He had been telling her of an oratorical contest in which he had borne a part, and, with a sudden tenderness in his voice, had said, “I wished a hundred times, while I was preparing my speech, that I could go over it with you. Do you remember how you always used to let me orate to you when I had anything on hand for the rhetoricals? It must have been an awful bore, but somehow I never felt as if I could go on the stage without your help.”
“And you see you didn’t need it after all,” she said, looking away. “You won the medal without me.”
“Oh, but it wasn’t without you,” he said, leaning toward her and speaking low, “for I was thinking all the time what you would say if I won.”
Ah, he could not have said a word like that if some other girl had stolen her place away!
The talk was over at last, and the supper too, the good substantial supper which was always spread at the Elwells’. She could go now. There was no formality to insist that having eaten she must stay still longer, and she wanted Morton to herself. She was quite ready for it now, and he would go home with her of course.

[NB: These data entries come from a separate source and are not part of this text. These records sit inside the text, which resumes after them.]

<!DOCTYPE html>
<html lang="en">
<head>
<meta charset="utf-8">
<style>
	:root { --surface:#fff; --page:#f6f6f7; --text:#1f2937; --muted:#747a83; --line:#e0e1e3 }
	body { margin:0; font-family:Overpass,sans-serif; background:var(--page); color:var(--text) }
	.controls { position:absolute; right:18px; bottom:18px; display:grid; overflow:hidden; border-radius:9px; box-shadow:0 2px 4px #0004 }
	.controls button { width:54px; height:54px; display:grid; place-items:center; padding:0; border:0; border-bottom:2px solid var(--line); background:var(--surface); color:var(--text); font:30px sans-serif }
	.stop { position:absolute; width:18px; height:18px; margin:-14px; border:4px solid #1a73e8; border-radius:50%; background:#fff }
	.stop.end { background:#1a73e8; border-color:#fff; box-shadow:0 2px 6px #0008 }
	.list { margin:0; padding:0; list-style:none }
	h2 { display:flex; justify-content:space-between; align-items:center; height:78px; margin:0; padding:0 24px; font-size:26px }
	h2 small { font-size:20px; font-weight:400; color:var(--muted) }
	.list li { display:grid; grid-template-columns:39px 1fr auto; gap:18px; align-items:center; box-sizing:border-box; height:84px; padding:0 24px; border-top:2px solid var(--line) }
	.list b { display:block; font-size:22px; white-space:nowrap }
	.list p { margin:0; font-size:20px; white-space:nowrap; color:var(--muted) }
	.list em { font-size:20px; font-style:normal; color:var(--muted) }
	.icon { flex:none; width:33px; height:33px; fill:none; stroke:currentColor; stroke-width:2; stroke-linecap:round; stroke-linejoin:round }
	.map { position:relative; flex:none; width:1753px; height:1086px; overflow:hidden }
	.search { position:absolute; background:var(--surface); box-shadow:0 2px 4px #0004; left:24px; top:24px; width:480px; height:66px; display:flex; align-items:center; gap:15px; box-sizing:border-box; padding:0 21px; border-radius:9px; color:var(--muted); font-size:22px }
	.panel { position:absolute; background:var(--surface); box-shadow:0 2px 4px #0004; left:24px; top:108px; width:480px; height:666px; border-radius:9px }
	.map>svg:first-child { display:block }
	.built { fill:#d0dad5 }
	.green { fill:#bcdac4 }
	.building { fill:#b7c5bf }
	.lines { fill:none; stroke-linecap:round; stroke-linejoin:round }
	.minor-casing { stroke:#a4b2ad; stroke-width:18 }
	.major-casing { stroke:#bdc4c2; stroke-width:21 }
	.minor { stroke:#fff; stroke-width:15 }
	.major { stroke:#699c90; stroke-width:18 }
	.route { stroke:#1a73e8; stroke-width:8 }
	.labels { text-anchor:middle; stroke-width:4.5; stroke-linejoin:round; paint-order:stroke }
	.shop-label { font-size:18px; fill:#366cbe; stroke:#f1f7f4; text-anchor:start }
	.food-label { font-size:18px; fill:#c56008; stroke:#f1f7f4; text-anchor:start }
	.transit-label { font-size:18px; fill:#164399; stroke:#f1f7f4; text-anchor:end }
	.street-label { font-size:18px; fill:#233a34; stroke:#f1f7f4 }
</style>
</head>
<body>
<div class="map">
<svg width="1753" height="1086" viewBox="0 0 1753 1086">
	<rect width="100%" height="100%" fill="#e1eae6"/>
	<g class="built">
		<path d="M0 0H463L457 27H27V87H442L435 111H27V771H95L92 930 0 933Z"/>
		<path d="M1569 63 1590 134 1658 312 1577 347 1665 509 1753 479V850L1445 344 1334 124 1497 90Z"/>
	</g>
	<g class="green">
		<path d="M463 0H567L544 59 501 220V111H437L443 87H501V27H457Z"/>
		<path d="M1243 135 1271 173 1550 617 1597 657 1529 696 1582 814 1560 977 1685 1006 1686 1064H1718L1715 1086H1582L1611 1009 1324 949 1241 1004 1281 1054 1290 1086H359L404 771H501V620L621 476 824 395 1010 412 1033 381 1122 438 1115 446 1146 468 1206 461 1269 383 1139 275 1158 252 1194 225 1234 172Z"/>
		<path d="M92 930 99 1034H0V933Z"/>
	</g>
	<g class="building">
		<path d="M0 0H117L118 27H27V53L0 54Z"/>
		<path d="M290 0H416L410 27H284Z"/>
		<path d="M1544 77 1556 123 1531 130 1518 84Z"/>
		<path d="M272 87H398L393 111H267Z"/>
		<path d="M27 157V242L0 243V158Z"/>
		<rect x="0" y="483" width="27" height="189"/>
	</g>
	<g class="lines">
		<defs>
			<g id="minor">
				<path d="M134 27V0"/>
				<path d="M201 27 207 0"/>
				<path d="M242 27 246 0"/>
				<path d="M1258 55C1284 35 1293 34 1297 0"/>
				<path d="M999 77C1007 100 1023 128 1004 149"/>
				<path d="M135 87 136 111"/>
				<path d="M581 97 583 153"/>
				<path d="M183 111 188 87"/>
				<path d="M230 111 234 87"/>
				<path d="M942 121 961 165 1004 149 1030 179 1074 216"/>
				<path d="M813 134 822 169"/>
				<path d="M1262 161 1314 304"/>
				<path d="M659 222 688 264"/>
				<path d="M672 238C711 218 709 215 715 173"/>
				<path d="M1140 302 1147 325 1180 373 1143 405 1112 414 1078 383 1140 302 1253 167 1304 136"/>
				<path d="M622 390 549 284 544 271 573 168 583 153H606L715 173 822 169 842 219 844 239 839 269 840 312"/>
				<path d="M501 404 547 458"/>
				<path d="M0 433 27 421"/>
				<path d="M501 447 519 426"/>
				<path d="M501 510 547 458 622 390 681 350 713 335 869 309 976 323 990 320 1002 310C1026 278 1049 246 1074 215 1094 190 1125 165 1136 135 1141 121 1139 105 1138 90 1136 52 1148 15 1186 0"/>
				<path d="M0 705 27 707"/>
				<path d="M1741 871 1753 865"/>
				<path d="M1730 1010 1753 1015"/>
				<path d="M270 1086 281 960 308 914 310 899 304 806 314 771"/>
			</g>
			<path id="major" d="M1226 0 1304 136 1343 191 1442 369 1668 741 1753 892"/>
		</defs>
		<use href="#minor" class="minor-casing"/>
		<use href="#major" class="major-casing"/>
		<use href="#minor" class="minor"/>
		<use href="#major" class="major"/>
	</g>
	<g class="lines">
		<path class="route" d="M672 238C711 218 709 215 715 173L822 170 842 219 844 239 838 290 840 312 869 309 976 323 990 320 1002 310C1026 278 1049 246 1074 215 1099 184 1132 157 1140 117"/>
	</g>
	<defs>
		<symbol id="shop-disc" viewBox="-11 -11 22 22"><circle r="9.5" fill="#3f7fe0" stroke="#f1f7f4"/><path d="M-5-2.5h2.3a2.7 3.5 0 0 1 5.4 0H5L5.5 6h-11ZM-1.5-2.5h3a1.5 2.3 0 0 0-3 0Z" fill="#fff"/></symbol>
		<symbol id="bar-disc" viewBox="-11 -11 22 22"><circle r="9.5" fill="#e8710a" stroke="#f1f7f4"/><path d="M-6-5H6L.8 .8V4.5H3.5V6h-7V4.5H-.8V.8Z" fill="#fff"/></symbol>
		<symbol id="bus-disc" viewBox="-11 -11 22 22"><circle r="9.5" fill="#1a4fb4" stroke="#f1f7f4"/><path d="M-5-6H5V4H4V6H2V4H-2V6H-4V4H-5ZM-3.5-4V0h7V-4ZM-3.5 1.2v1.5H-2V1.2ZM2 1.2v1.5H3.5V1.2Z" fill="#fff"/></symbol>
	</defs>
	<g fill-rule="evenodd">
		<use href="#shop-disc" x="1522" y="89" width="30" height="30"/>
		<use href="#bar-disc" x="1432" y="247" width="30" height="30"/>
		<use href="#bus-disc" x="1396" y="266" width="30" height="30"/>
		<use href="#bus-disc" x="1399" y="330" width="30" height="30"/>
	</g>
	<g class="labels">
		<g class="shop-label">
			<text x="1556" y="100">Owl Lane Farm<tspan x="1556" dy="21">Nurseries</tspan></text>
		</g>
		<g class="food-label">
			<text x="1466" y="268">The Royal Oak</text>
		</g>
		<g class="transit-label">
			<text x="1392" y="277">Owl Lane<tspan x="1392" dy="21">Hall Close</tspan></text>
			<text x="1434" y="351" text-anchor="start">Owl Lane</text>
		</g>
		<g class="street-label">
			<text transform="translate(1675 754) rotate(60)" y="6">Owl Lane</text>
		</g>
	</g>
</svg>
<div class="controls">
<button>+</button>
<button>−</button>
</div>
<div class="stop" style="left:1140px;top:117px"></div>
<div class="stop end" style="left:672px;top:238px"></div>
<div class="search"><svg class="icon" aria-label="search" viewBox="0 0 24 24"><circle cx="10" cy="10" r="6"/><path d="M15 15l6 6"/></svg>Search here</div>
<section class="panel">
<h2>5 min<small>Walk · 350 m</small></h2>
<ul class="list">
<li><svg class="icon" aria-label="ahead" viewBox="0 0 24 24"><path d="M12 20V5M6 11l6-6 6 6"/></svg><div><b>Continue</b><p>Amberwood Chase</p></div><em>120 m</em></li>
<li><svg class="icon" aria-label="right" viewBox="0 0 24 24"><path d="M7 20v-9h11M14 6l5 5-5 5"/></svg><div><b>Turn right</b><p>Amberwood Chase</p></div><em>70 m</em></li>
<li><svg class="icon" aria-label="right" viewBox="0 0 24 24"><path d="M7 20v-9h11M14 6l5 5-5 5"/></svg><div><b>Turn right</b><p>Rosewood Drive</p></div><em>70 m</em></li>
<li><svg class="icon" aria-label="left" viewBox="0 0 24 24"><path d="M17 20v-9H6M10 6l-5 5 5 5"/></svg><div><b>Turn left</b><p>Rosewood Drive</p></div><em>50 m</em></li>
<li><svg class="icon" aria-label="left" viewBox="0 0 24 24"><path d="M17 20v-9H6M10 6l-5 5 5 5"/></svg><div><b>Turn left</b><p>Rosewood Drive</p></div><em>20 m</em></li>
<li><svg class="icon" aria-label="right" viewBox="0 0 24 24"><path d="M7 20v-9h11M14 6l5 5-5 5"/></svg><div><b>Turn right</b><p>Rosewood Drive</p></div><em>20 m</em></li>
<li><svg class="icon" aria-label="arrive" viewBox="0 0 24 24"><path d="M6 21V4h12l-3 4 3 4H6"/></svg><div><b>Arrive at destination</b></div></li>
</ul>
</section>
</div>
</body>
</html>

They had come back, with all the new meaning of it for each, to the old frankness and freedom, and yet as they took the familiar path across the fields, in the gathering dusk, it was not easy to speak the thought that filled both their hearts. They talked for a little while of indifferent things—of the lengthening days, of the buds swelling on the willows, of the new buildings rising on a neighbor’s place. Then, all at once the moon, the friendly moon, so kind in all its wanderings to the needs of lovers, rose up in the sky. It was a new moon, and they saw it at the same moment over their right shoulders.
“We must wish a wish, as we used to when we were children,” said Esther, gayly.
There could never be another moment like this. He stood suddenly still, and his eyes looked into hers. “Esther,” he said, “it seems to me I have only one wish in the world, it is so much dearer than all the others. If I could know, if I could surely know—” and then he stopped. That swelling at his throat which had choked him once before mastered his voice again, not from fear now, but hope.
She waited an instant, then, as her hand slipped into his, whispered, “Do you mean me, Mort? Oh, do you mean me?”
It had never taken any one so long to cross that field as it did those two to cross the little space that was left. There was no bar to speech now, and there was so much to say! He said to her presently, with a note of perplexity in his voice, “Esther, I have never understood why you gave up going to Boston this winter. You certainly wanted very much to go at first.”